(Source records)

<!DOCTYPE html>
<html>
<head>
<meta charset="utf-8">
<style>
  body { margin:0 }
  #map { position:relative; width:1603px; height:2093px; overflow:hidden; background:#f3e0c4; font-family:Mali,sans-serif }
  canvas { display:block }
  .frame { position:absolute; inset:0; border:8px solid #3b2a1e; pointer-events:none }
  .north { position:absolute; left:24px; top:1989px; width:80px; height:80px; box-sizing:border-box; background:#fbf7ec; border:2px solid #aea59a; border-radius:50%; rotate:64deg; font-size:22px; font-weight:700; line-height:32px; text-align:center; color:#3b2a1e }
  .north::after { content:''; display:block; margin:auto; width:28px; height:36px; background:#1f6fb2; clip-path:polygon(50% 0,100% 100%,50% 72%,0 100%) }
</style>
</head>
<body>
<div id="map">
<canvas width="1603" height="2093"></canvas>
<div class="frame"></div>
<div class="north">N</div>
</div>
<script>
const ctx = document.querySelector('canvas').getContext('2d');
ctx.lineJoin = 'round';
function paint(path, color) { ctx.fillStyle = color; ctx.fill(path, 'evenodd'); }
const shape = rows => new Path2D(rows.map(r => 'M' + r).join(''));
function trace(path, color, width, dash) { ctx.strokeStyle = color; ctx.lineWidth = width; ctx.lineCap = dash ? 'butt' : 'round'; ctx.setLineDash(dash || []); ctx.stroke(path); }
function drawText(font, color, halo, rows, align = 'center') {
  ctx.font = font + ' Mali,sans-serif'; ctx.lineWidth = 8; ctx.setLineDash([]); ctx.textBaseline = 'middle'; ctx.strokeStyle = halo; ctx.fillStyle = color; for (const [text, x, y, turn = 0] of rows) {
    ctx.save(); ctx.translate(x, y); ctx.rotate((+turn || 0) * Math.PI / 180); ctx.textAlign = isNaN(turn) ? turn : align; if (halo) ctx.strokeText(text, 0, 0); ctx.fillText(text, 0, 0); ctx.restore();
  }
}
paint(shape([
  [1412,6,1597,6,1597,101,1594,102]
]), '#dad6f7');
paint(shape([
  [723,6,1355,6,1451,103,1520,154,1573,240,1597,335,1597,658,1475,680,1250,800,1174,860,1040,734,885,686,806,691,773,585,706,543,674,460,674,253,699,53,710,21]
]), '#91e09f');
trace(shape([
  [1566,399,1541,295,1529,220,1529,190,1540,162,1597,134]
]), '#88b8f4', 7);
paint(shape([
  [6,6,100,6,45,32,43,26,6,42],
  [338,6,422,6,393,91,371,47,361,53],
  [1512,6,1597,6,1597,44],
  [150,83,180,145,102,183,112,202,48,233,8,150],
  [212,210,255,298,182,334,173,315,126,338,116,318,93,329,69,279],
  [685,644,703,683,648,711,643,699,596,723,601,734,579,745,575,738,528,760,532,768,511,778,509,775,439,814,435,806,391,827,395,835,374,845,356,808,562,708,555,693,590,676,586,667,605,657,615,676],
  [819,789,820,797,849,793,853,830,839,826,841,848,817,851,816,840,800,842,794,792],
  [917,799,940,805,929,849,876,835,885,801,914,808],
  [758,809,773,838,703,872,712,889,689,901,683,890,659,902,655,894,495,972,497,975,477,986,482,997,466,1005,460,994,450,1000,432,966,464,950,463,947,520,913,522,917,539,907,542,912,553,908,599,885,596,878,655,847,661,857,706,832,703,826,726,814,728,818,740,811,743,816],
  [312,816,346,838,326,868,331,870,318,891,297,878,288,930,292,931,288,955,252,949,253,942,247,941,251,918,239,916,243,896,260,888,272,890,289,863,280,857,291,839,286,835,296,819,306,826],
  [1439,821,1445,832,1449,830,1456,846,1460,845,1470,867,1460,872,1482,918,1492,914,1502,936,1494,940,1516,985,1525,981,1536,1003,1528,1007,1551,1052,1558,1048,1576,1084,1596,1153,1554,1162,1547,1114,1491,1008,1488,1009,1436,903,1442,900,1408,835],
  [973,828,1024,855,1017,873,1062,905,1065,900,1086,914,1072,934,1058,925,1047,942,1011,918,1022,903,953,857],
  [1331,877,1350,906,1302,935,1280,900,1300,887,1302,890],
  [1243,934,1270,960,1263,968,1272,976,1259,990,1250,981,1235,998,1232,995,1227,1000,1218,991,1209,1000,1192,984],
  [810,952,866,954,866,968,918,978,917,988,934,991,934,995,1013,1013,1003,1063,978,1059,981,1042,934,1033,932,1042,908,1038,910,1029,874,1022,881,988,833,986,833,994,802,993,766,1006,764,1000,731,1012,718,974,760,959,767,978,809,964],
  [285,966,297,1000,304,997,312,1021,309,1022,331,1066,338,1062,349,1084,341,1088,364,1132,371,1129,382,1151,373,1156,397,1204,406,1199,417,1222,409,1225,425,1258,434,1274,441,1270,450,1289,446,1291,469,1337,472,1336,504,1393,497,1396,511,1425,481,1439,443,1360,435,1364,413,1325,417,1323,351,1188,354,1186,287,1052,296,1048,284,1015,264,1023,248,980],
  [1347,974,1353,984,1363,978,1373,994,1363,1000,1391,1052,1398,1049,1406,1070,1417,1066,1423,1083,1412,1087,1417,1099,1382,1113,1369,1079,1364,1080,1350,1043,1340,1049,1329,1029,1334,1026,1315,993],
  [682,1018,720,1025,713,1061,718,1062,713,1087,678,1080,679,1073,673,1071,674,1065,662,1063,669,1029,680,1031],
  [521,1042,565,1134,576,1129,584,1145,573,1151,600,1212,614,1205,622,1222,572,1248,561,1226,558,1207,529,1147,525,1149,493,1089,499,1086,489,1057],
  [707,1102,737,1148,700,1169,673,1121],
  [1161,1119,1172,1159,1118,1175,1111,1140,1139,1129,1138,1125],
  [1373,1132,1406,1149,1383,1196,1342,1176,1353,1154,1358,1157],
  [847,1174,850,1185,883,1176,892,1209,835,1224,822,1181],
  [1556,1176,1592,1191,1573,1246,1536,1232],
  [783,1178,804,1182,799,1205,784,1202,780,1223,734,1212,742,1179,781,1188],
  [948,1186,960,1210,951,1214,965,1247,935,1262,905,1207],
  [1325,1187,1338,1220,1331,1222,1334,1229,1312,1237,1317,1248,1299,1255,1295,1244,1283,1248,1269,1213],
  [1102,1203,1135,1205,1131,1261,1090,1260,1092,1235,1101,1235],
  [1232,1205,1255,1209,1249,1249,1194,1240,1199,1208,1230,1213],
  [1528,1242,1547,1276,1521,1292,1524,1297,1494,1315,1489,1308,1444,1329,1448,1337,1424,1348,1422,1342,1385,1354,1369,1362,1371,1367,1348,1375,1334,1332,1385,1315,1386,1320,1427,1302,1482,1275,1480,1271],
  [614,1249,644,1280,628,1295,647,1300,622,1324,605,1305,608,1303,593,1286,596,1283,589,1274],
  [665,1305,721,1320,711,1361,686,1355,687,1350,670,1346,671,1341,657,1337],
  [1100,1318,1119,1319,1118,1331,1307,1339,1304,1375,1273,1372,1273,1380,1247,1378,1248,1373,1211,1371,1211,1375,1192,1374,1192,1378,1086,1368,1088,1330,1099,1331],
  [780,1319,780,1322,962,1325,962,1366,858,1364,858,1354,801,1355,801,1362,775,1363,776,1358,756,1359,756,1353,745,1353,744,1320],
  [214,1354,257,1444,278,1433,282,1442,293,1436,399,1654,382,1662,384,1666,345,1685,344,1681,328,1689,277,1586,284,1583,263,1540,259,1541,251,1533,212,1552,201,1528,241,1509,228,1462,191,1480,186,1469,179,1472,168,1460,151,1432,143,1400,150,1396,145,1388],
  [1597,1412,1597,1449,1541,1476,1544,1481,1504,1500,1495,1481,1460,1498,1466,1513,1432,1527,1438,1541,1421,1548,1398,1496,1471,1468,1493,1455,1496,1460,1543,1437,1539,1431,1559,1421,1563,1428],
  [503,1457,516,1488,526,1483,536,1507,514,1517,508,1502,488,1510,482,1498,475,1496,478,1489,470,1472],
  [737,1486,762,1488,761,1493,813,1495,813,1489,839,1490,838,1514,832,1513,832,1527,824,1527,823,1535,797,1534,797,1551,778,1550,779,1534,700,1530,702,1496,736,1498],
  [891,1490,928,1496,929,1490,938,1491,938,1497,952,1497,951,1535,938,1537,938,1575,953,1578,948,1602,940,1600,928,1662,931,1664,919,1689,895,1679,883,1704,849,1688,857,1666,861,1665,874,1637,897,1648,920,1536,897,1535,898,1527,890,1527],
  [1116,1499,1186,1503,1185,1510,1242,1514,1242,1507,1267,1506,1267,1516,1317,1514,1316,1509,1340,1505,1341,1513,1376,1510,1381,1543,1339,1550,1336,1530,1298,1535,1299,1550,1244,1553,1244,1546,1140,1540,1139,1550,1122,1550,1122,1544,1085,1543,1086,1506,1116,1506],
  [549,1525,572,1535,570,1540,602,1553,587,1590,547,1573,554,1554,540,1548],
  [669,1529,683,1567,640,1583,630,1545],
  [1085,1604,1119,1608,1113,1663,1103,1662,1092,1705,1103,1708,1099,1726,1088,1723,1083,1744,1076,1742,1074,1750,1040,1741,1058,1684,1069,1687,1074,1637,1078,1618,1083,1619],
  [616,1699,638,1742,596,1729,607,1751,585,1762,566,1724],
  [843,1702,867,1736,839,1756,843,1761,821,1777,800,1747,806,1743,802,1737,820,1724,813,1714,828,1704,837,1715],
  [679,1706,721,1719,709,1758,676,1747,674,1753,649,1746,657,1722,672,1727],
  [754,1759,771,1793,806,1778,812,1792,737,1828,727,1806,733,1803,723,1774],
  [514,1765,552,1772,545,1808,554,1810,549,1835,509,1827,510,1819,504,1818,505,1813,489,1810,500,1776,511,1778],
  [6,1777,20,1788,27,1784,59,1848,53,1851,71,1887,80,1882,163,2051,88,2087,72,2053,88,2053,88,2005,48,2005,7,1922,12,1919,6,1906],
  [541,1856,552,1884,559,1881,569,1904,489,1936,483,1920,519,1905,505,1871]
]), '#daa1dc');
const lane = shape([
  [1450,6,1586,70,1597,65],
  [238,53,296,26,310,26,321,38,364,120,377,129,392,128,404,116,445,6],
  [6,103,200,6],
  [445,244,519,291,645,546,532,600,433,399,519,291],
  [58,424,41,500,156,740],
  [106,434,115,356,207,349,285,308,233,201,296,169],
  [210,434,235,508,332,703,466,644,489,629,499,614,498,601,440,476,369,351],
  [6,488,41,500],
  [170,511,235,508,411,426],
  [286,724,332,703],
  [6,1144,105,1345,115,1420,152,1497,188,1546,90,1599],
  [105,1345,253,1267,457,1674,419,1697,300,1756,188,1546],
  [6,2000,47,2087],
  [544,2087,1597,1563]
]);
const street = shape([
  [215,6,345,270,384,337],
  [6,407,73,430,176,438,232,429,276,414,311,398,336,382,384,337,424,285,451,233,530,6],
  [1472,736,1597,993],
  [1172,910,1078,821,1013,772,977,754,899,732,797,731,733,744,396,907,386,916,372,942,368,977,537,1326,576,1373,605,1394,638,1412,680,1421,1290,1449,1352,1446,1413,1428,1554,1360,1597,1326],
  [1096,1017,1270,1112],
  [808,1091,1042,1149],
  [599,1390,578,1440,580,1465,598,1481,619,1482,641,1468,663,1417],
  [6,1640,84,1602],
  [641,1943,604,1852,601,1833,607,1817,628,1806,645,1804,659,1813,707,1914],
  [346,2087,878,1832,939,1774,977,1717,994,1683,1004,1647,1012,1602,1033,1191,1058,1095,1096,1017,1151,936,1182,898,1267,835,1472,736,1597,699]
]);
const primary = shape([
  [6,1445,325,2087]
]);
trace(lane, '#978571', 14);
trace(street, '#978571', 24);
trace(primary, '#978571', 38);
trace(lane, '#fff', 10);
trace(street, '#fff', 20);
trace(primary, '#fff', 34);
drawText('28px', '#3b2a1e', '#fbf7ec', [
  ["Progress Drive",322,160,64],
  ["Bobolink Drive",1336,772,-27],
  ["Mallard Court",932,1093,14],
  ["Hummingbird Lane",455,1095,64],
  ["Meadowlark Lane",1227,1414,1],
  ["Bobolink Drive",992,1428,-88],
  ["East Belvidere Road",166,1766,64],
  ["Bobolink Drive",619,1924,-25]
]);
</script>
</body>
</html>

#### [Task requirements]
Copy the lines above exactly, from the very first through the one containing "position:absolute; left:24px; top:1989px;", and include no other line.

#### [Answer to the problem]
<!DOCTYPE html>
<html>
<head>
<meta charset="utf-8">
<style>
  body { margin:0 }
  #map { position:relative; width:1603px; height:2093px; overflow:hidden; background:#f3e0c4; font-family:Mali,sans-serif }
  canvas { display:block }
  .frame { position:absolute; inset:0; border:8px solid #3b2a1e; pointer-events:none }
  .north { position:absolute; left:24px; top:1989px; width:80px; height:80px; box-sizing:border-box; background:#fbf7ec; border:2px solid #aea59a; border-radius:50%; rotate:64deg; font-size:22px; font-weight:700; line-height:32px; text-align:center; color:#3b2a1e }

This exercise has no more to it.